**WHAT THE TASK ASKS**
Retype every record exactly. Skip the images.

**DATA TO EXAMINE**
::::
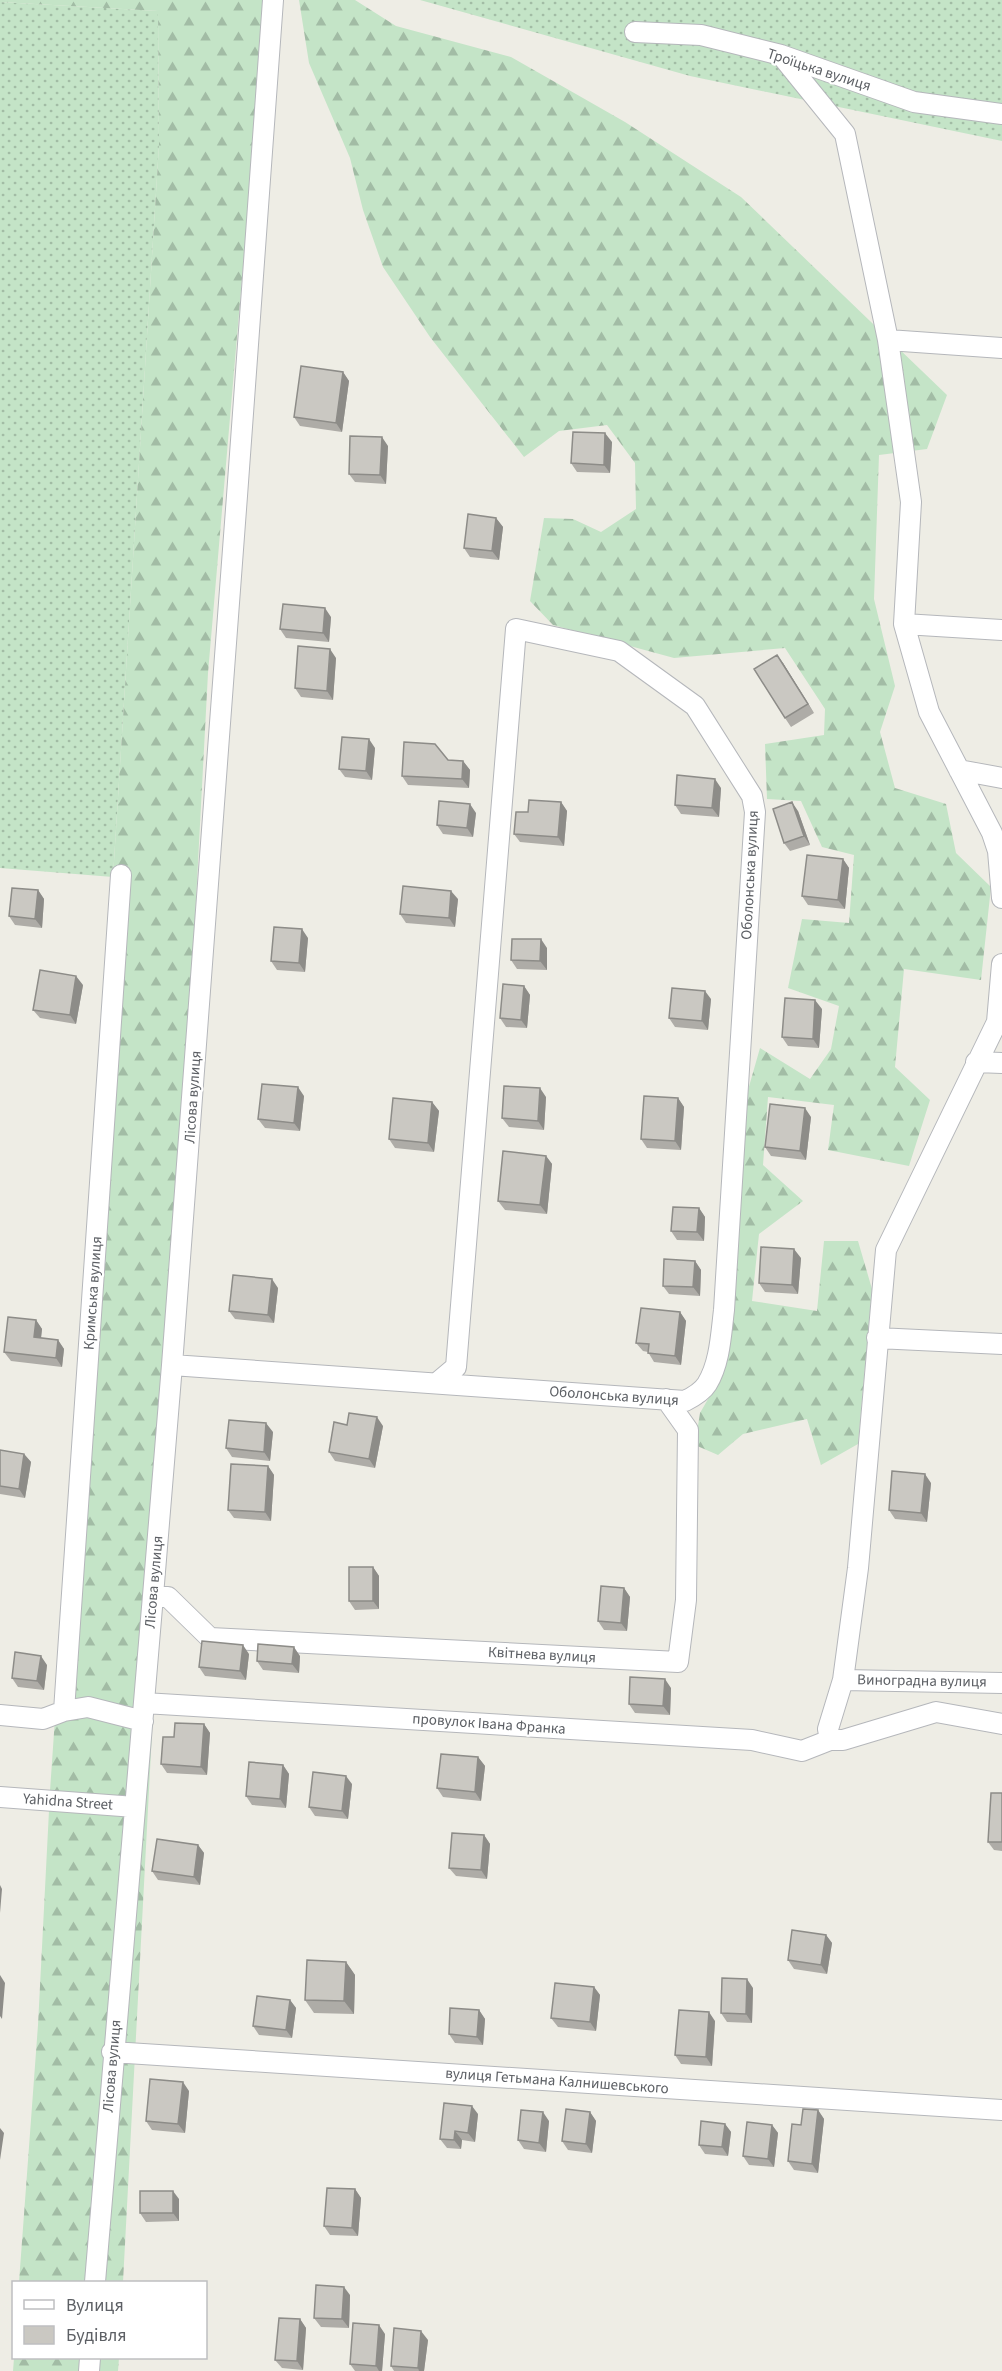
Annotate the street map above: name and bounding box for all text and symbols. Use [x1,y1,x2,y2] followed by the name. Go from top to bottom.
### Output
[764,43,874,97] street label: Троїцька вулиця
[736,810,764,940] street label: Оболонська вулиця
[179,1050,207,1144] street label: Лісова вулиця
[79,1235,107,1351] street label: Кримська вулиця
[549,1381,679,1411] street label: Оболонська вулиця
[139,1535,169,1629] street label: Лісова вулиця
[488,1642,596,1668] street label: Квітнева вулиця
[857,1669,987,1693] street label: Виноградна вулиця
[412,1708,566,1740] street label: провулок Івана Франка
[21,1788,114,1816] street label: Yahidna Street
[97,2019,127,2113] street label: Лісова вулиця
[445,2063,669,2099] street label: вулиця Гетьмана Калнишевського
[12,2281,207,2359] legend
[66,2293,124,2318] text: Вулиця
[66,2323,126,2348] text: Будівля

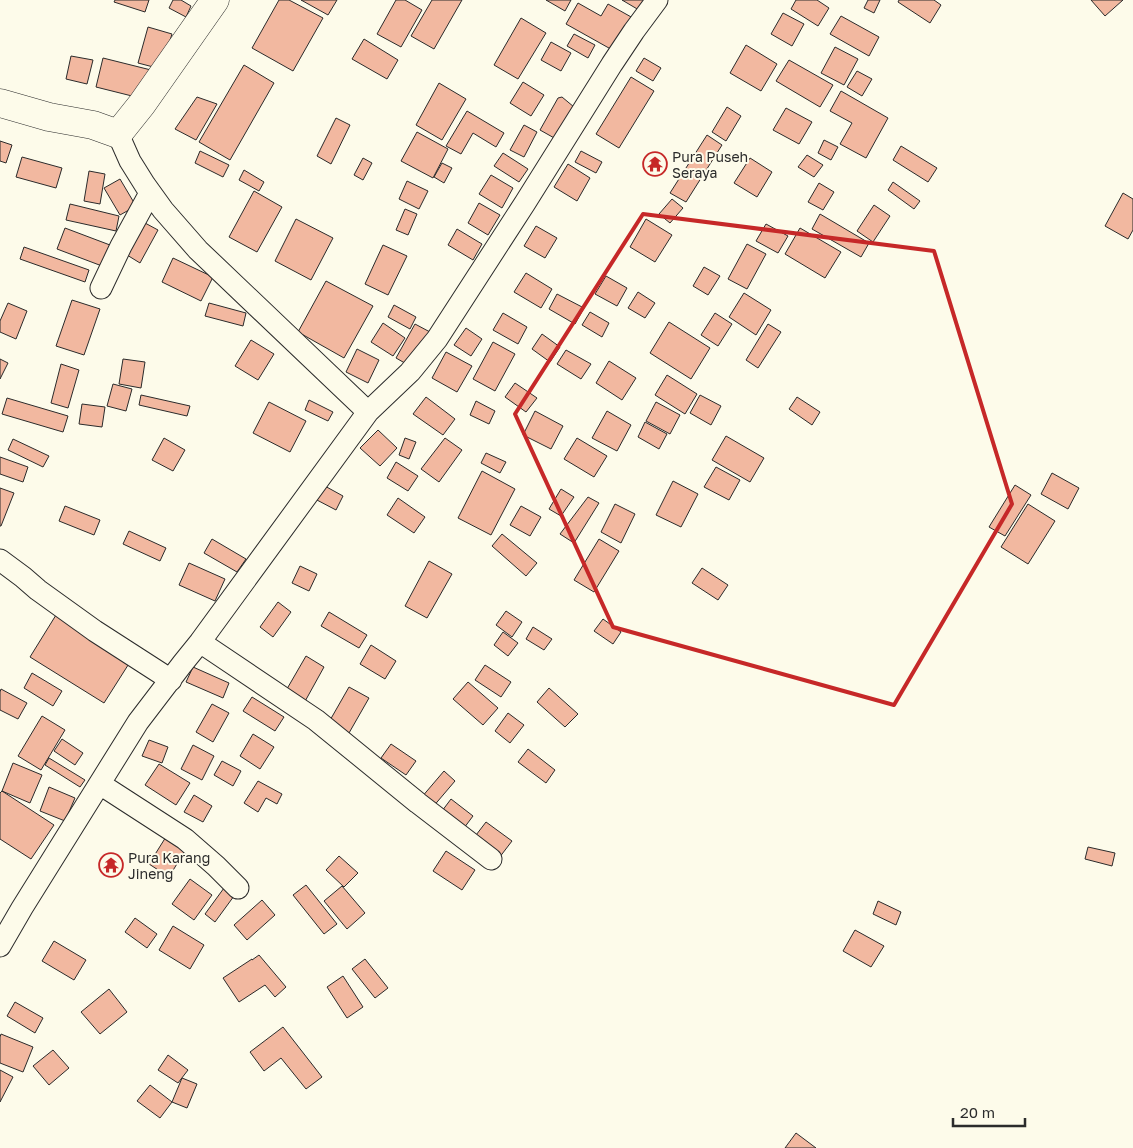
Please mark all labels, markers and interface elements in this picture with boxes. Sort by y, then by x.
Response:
place label: Pura Puseh Seraya [672,148,748,181]
temple icon: Pura Puseh Seraya [642,151,668,177]
place label: Pura Karang Jineng [128,849,210,882]
temple icon: Pura Karang Jineng [98,852,124,878]
scale bar [953,1096,1026,1128]
text: 20 m [960,1103,995,1121]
::::
**EXERCISE OUTPUT**
Annotate the street map above: name and bounding box for all text and symbols. Use [x1,y1,x2,y2] followed by the name. Go from top to bottom.
### Output
[764,43,874,97] street label: Троїцька вулиця
[736,810,764,940] street label: Оболонська вулиця
[179,1050,207,1144] street label: Лісова вулиця
[79,1235,107,1351] street label: Кримська вулиця
[549,1381,679,1411] street label: Оболонська вулиця
[139,1535,169,1629] street label: Лісова вулиця
[488,1642,596,1668] street label: Квітнева вулиця
[857,1669,987,1693] street label: Виноградна вулиця
[412,1708,566,1740] street label: провулок Івана Франка
[21,1788,114,1816] street label: Yahidna Street
[97,2019,127,2113] street label: Лісова вулиця
[445,2063,669,2099] street label: вулиця Гетьмана Калнишевського
[12,2281,207,2359] legend
[66,2293,124,2318] text: Вулиця
[66,2323,126,2348] text: Будівля

Please mark all labels, markers and interface elements in this picture with boxes. Sort by y, then by x.
Response:
place label: Pura Puseh Seraya [672,148,748,181]
temple icon: Pura Puseh Seraya [642,151,668,177]
place label: Pura Karang Jineng [128,849,210,882]
temple icon: Pura Karang Jineng [98,852,124,878]
scale bar [953,1096,1026,1128]
text: 20 m [960,1103,995,1121]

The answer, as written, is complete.